[Dataset excerpts Boundary: Start]

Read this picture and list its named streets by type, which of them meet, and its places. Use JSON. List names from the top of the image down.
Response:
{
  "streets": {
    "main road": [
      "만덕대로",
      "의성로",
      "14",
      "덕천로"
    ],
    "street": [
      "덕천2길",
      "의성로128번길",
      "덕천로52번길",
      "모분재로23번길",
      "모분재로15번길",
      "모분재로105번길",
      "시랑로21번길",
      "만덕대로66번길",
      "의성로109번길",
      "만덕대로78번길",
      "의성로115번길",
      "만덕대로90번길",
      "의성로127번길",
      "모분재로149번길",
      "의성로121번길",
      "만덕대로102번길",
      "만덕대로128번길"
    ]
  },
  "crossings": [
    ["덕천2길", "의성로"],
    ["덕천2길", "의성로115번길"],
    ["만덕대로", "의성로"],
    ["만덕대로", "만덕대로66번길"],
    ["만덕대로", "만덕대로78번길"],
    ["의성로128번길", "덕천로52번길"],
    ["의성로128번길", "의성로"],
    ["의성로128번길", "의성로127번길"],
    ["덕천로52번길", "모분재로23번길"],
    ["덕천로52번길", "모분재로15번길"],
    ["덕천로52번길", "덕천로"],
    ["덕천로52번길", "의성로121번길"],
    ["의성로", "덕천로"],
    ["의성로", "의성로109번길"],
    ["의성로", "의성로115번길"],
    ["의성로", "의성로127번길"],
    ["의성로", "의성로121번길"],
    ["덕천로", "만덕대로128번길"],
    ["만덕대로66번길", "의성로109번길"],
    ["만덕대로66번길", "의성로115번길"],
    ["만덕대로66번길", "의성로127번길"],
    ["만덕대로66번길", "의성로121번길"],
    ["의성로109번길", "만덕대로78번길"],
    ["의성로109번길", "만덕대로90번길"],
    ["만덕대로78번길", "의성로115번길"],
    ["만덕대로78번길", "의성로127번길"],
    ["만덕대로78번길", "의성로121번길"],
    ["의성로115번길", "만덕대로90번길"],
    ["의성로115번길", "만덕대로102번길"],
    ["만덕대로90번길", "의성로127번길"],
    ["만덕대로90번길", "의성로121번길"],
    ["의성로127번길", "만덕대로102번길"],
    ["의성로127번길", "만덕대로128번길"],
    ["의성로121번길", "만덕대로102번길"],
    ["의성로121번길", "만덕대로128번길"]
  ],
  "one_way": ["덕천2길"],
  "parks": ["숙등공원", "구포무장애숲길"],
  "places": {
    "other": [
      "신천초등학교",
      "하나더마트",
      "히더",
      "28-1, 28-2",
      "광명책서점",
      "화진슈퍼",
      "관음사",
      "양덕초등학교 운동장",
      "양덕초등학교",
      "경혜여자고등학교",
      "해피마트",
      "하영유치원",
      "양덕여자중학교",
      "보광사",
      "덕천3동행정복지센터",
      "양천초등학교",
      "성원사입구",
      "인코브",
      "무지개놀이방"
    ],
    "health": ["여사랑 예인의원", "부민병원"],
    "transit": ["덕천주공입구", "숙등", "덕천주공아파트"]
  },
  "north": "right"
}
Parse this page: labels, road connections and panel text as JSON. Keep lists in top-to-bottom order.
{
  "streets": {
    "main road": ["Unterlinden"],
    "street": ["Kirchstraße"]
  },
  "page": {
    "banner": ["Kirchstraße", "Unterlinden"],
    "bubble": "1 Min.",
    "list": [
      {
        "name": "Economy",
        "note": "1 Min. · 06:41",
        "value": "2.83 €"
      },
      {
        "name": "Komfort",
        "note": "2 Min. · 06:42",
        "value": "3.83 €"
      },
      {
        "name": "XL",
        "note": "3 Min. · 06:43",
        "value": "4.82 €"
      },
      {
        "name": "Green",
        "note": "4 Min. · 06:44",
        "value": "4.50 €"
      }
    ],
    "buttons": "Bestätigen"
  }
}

[Dataset excerpts Boundary: End]

All the records, from the first line to the last: repeat them exactly.

### Task response:
Read this picture and list its named streets by type, which of them meet, and its places. Use JSON. List names from the top of the image down.
Response:
{
  "streets": {
    "main road": [
      "만덕대로",
      "의성로",
      "14",
      "덕천로"
    ],
    "street": [
      "덕천2길",
      "의성로128번길",
      "덕천로52번길",
      "모분재로23번길",
      "모분재로15번길",
      "모분재로105번길",
      "시랑로21번길",
      "만덕대로66번길",
      "의성로109번길",
      "만덕대로78번길",
      "의성로115번길",
      "만덕대로90번길",
      "의성로127번길",
      "모분재로149번길",
      "의성로121번길",
      "만덕대로102번길",
      "만덕대로128번길"
    ]
  },
  "crossings": [
    ["덕천2길", "의성로"],
    ["덕천2길", "의성로115번길"],
    ["만덕대로", "의성로"],
    ["만덕대로", "만덕대로66번길"],
    ["만덕대로", "만덕대로78번길"],
    ["의성로128번길", "덕천로52번길"],
    ["의성로128번길", "의성로"],
    ["의성로128번길", "의성로127번길"],
    ["덕천로52번길", "모분재로23번길"],
    ["덕천로52번길", "모분재로15번길"],
    ["덕천로52번길", "덕천로"],
    ["덕천로52번길", "의성로121번길"],
    ["의성로", "덕천로"],
    ["의성로", "의성로109번길"],
    ["의성로", "의성로115번길"],
    ["의성로", "의성로127번길"],
    ["의성로", "의성로121번길"],
    ["덕천로", "만덕대로128번길"],
    ["만덕대로66번길", "의성로109번길"],
    ["만덕대로66번길", "의성로115번길"],
    ["만덕대로66번길", "의성로127번길"],
    ["만덕대로66번길", "의성로121번길"],
    ["의성로109번길", "만덕대로78번길"],
    ["의성로109번길", "만덕대로90번길"],
    ["만덕대로78번길", "의성로115번길"],
    ["만덕대로78번길", "의성로127번길"],
    ["만덕대로78번길", "의성로121번길"],
    ["의성로115번길", "만덕대로90번길"],
    ["의성로115번길", "만덕대로102번길"],
    ["만덕대로90번길", "의성로127번길"],
    ["만덕대로90번길", "의성로121번길"],
    ["의성로127번길", "만덕대로102번길"],
    ["의성로127번길", "만덕대로128번길"],
    ["의성로121번길", "만덕대로102번길"],
    ["의성로121번길", "만덕대로128번길"]
  ],
  "one_way": ["덕천2길"],
  "parks": ["숙등공원", "구포무장애숲길"],
  "places": {
    "other": [
      "신천초등학교",
      "하나더마트",
      "히더",
      "28-1, 28-2",
      "광명책서점",
      "화진슈퍼",
      "관음사",
      "양덕초등학교 운동장",
      "양덕초등학교",
      "경혜여자고등학교",
      "해피마트",
      "하영유치원",
      "양덕여자중학교",
      "보광사",
      "덕천3동행정복지센터",
      "양천초등학교",
      "성원사입구",
      "인코브",
      "무지개놀이방"
    ],
    "health": ["여사랑 예인의원", "부민병원"],
    "transit": ["덕천주공입구", "숙등", "덕천주공아파트"]
  },
  "north": "right"
}
Parse this page: labels, road connections and panel text as JSON. Keep lists in top-to-bottom order.
{
  "streets": {
    "main road": ["Unterlinden"],
    "street": ["Kirchstraße"]
  },
  "page": {
    "banner": ["Kirchstraße", "Unterlinden"],
    "bubble": "1 Min.",
    "list": [
      {
        "name": "Economy",
        "note": "1 Min. · 06:41",
        "value": "2.83 €"
      },
      {
        "name": "Komfort",
        "note": "2 Min. · 06:42",
        "value": "3.83 €"
      },
      {
        "name": "XL",
        "note": "3 Min. · 06:43",
        "value": "4.82 €"
      },
      {
        "name": "Green",
        "note": "4 Min. · 06:44",
        "value": "4.50 €"
      }
    ],
    "buttons": "Bestätigen"
  }
}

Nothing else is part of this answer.